=== Section Start ===
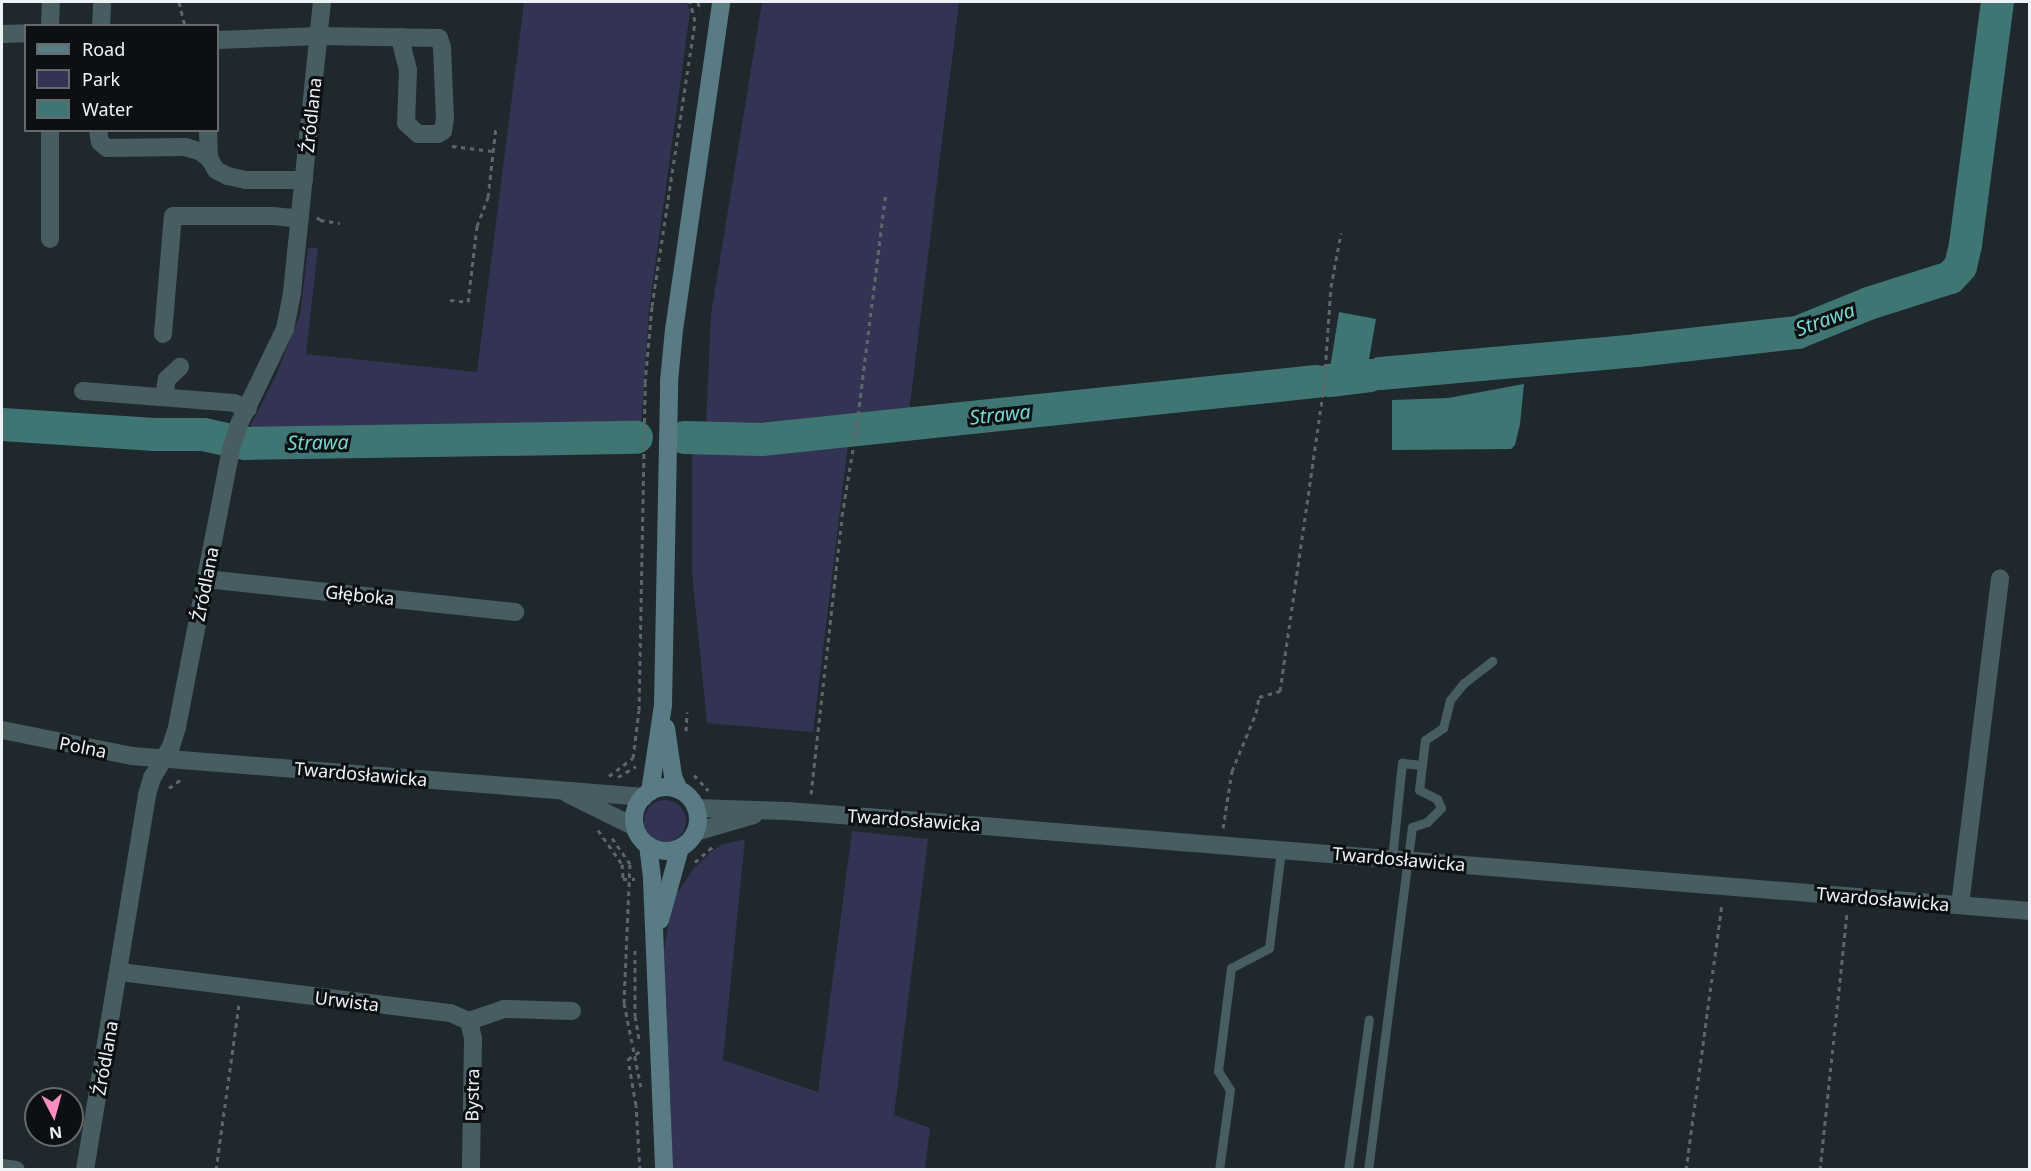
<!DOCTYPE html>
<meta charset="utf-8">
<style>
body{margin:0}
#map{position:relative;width:2031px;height:1171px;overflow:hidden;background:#1f282d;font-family:"Noto Sans",sans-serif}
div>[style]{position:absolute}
.green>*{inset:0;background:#333353}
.round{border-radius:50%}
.water>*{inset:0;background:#3f7673}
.river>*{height:33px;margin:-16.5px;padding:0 16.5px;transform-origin:16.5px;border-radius:16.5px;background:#3f7673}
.path>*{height:3px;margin-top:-1.5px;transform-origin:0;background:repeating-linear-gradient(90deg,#5e666a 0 4.5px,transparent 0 9px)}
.lane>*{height:9px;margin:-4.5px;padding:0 4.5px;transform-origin:4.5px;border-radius:4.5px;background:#485d61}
.street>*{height:18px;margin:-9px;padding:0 9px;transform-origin:9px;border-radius:9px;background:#485d61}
.secondary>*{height:18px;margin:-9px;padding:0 9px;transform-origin:9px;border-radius:9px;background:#597b83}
.secondary>.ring{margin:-9px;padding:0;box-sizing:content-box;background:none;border:18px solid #597b83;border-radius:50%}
span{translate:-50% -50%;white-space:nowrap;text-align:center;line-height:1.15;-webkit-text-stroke:6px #0c1012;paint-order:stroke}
.street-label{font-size:18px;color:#edf2f6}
.water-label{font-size:20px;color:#78d5cf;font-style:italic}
.frame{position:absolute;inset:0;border:3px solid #edf2f6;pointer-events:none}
.legend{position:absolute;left:24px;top:24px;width:195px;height:108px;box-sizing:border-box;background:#0c1012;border:2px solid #666a6d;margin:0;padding:8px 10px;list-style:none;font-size:18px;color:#edf2f6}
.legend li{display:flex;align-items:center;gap:12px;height:30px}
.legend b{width:30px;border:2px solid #666a6d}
.north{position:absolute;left:24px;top:1087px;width:60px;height:60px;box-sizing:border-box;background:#0c1012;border:2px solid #666a6d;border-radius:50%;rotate:174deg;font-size:16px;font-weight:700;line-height:24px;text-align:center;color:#edf2f6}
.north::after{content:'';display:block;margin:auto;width:21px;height:27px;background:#fd8ec0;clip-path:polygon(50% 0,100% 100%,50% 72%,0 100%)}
</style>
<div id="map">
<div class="green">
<i style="clip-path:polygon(524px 2px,687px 2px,690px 12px,649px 310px,641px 426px,248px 431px,277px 373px,300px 315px,308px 248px,318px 248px,306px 354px,477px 372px)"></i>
<i style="clip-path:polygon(762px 2px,959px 2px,909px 412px,767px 428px,706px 425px,711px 314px)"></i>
<i style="clip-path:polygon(849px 437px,813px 732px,707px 723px,692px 573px,692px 444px,726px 445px)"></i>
<i class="round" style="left:644px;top:800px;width:42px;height:42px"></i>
<i style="clip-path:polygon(852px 831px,928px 839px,894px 1115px,930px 1128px,925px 1169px,673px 1170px,664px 950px,674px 891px,679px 891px,693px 869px,713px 850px,724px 844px,745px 839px,723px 1060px,818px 1092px)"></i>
</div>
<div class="water">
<i style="clip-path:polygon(1339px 312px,1376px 319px,1368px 365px,1330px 368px)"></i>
<i style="clip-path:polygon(1524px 384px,1520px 424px,1515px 445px,1511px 449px,1392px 450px,1392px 400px,1448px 398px)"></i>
</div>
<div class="river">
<i style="left:1380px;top:373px;width:257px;rotate:-5.1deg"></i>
<i style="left:1636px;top:350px;width:162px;rotate:-6.4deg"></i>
<i style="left:1797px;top:332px;width:77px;rotate:-22.2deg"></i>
<i style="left:1868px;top:303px;width:86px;rotate:-17.6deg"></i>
<i style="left:1950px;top:277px;width:15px;rotate:-48deg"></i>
<i style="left:1960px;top:266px;width:23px;rotate:-77deg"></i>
<i style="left:1965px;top:244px;width:244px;rotate:-82.5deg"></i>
<i style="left:1329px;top:380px;width:41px;rotate:-7deg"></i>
<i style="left:2px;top:424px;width:152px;rotate:3.8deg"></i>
<i style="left:154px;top:434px;width:49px"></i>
<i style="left:203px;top:434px;width:43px;rotate:12.1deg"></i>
<i style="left:245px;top:443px;width:391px;rotate:-0.9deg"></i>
<i style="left:684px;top:437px;width:77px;rotate:1.5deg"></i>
<i style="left:761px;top:439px;width:558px;rotate:-5.97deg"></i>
</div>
<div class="path">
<i style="left:179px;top:2px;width:25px;rotate:76deg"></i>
<i style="left:698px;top:2px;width:9px;rotate:77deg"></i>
<i style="left:452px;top:146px;width:40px;rotate:7.1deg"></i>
<i style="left:317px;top:217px;width:4px;rotate:45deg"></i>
<i style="left:320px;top:220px;width:20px;rotate:9deg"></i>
<i style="left:450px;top:300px;width:18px;rotate:6deg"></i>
<i style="left:468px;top:302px;width:77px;rotate:-83.2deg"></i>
<i style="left:477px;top:226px;width:31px;rotate:-69deg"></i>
<i style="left:488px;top:197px;width:70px;rotate:-83.5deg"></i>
<i style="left:686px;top:731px;width:19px;rotate:-87deg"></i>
<i style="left:694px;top:775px;width:21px;rotate:47deg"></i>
<i style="left:609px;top:776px;width:30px;rotate:-37deg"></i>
<i style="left:633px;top:758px;width:48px;rotate:-82.9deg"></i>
<i style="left:639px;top:710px;width:327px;rotate:-88.9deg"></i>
<i style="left:645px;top:383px;width:77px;rotate:-84.8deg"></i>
<i style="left:652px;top:306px;width:288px;rotate:-81.4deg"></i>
<i style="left:695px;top:21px;width:20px;rotate:-105deg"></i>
<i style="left:618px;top:777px;width:21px;rotate:-31deg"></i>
<i style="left:169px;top:788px;width:17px;rotate:-36deg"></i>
<i style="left:811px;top:794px;width:280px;rotate:-83.6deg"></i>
<i style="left:842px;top:516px;width:93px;rotate:-80.7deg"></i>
<i style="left:857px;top:424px;width:234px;rotate:-82.9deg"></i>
<i style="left:1223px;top:828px;width:58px;rotate:-81deg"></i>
<i style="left:1232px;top:771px;width:63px;rotate:-67.5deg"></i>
<i style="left:1256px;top:713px;width:16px;rotate:-79deg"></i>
<i style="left:1259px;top:697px;width:22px;rotate:-16deg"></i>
<i style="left:1280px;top:691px;width:308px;rotate:-81.8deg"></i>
<i style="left:1324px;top:386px;width:99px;rotate:-86deg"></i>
<i style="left:1331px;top:287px;width:55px;rotate:-79.5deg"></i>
<i style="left:598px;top:830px;width:42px;rotate:54.8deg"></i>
<i style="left:622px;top:864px;width:15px;rotate:86deg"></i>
<i style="left:623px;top:879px;width:12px"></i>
<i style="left:612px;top:838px;width:32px;rotate:55deg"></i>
<i style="left:630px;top:864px;width:139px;rotate:92.5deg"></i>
<i style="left:624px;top:1003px;width:86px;rotate:78.6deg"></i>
<i style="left:695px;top:862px;width:23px;rotate:-41deg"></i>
<i style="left:635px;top:950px;width:66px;rotate:90deg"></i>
<i style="left:635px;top:1016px;width:23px;rotate:80deg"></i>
<i style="left:216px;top:1170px;width:167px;rotate:-82.1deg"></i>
<i style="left:640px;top:1170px;width:65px;rotate:-93.5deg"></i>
<i style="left:636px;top:1105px;width:47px;rotate:-99.9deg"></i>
<i style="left:628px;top:1059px;width:15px;rotate:-32deg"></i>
<i style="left:1686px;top:1170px;width:270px;rotate:-82.3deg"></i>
<i style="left:1820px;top:1170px;width:258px;rotate:-84deg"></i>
</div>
<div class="lane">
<i style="left:1392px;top:859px;width:97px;rotate:-84.1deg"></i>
<i style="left:1402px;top:763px;width:20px;rotate:6deg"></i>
<i style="left:1219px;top:1170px;width:81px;rotate:-82.2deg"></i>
<i style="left:1230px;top:1090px;width:22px;rotate:-122deg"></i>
<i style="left:1218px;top:1071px;width:104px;rotate:-82.8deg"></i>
<i style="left:1231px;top:968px;width:43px;rotate:-27.8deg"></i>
<i style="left:1269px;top:948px;width:99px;rotate:-83deg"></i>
<i style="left:1348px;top:1170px;width:152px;rotate:-82.1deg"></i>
<i style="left:1368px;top:1170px;width:346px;rotate:-82.7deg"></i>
<i style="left:1412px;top:827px;width:16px;rotate:-18deg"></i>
<i style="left:1427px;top:822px;width:20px;rotate:-45deg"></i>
<i style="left:1441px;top:808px;width:10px;rotate:-114deg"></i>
<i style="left:1437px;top:799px;width:20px;rotate:-153deg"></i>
<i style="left:1419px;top:790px;width:50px;rotate:-83.2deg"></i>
<i style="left:1425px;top:740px;width:22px;rotate:-34deg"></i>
<i style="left:1443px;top:728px;width:29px;rotate:-76deg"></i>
<i style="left:1450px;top:700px;width:22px;rotate:-51deg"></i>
<i style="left:1464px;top:683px;width:36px;rotate:-38deg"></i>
</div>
<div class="street">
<i style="left:50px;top:26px;width:24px;rotate:-88deg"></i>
<i style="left:101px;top:26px;width:20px;rotate:-87deg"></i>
<i style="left:2px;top:34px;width:24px;rotate:-2deg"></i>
<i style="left:218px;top:40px;width:101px;rotate:-2.3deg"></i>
<i style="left:319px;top:36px;width:120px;rotate:1deg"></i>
<i style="left:439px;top:38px;width:9px;rotate:72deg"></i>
<i style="left:442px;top:47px;width:71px;rotate:87.6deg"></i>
<i style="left:445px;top:118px;width:13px;rotate:99deg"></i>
<i style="left:443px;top:131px;width:6px;rotate:149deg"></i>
<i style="left:438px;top:134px;width:20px;rotate:180deg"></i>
<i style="left:418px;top:134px;width:16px;rotate:-137deg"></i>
<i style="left:406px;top:123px;width:53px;rotate:-87.8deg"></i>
<i style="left:408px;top:70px;width:34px;rotate:-104deg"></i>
<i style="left:50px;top:130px;width:109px;rotate:90deg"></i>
<i style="left:98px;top:130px;width:12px;rotate:81deg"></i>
<i style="left:100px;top:142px;width:9px;rotate:41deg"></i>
<i style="left:107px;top:148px;width:78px;rotate:-0.7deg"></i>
<i style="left:185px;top:147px;width:15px;rotate:16deg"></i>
<i style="left:199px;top:151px;width:12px;rotate:35deg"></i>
<i style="left:209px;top:158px;width:14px;rotate:60deg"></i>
<i style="left:216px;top:170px;width:13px;rotate:27deg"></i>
<i style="left:228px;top:176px;width:18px;rotate:13deg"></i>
<i style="left:246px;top:180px;width:58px"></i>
<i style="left:208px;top:130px;width:28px;rotate:88deg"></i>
<i style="left:163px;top:334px;width:118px;rotate:-85.2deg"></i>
<i style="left:173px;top:216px;width:100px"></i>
<i style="left:273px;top:216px;width:27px;rotate:6deg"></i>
<i style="left:83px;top:391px;width:151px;rotate:4.5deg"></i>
<i style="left:234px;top:403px;width:15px;rotate:23deg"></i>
<i style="left:164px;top:397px;width:18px;rotate:-81deg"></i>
<i style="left:167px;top:379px;width:18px;rotate:-43deg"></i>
<i style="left:206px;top:579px;width:311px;rotate:6.1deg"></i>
<i style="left:2px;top:730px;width:133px;rotate:11.3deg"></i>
<i style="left:132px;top:756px;width:514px;rotate:4.58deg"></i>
<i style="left:568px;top:794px;width:75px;rotate:26.2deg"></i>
<i style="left:696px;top:808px;width:91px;rotate:1.9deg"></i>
<i style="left:787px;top:811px;width:147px;rotate:4.3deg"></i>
<i style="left:934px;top:822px;width:1100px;rotate:4.64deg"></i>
<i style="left:695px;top:832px;width:61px;rotate:-16.1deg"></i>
<i style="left:1960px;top:905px;width:329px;rotate:-83deg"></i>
<i style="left:120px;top:972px;width:333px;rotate:7.1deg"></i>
<i style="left:450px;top:1013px;width:21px;rotate:23deg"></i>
<i style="left:469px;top:1021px;width:37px;rotate:-19deg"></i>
<i style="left:504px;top:1009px;width:68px;rotate:1.7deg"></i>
<i style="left:469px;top:1021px;width:18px;rotate:77deg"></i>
<i style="left:473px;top:1039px;width:131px;rotate:90.9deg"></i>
<i style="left:2px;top:1168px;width:14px;rotate:8deg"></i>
<i style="left:85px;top:1170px;width:380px;rotate:-80.6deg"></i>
<i style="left:147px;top:795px;width:18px;rotate:-74deg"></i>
<i style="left:152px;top:778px;width:37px;rotate:-59deg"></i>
<i style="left:171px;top:746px;width:20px;rotate:-72deg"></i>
<i style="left:177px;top:727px;width:283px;rotate:-79deg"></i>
<i style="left:231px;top:449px;width:26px;rotate:-72deg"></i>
<i style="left:239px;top:424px;width:106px;rotate:-64.2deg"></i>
<i style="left:285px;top:329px;width:38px;rotate:-79deg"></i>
<i style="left:292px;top:292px;width:292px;rotate:-84.1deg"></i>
</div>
<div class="secondary">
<i style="left:666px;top:728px;width:49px;rotate:81.7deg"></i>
<i style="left:673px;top:776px;width:15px;rotate:67deg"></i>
<i class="ring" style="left:634px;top:787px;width:46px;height:46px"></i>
<i style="left:650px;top:792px;width:88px;rotate:-81.5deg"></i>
<i style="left:663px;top:705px;width:324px;rotate:-88.9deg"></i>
<i style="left:669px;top:381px;width:51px;rotate:-84.4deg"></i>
<i style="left:674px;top:330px;width:331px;rotate:-81.8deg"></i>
<i style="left:648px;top:845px;width:35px;rotate:83deg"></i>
<i style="left:652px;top:880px;width:290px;rotate:87.6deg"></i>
<i style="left:660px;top:920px;width:75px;rotate:-74.5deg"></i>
</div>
<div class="street-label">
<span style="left:311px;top:115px;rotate:-84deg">Źródlana</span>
<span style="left:205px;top:584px;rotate:-79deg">Źródlana</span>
<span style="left:360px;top:595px;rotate:6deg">Głęboka</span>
<span style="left:83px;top:747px;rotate:11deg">Polna</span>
<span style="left:361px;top:774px;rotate:5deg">Twardosławicka</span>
<span style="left:914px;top:820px;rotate:4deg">Twardosławicka</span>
<span style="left:1399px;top:859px;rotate:5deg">Twardosławicka</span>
<span style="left:1883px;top:899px;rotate:5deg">Twardosławicka</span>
<span style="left:347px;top:1001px;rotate:7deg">Urwista</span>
<span style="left:105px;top:1058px;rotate:-80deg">Źródlana</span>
<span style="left:472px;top:1095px;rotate:-89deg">Bystra</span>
</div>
<div class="water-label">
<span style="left:1825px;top:319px;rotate:-20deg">Strawa</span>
<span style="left:1000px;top:414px;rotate:-6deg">Strawa</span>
<span style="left:318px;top:442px;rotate:-1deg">Strawa</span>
</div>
<div class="frame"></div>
<ul class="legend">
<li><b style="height:8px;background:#597b83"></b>Road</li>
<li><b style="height:16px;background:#333353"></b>Park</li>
<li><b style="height:16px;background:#3f7673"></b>Water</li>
</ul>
<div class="north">N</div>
</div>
=== Section End ===
**Task description**.
Could you filter the entries above for lines holding the string "river" and copy them?

**Result of this task**.
.river>*{height:33px;margin:-16.5px;padding:0 16.5px;transform-origin:16.5px;border-radius:16.5px;background:#3f7673}
<div class="river">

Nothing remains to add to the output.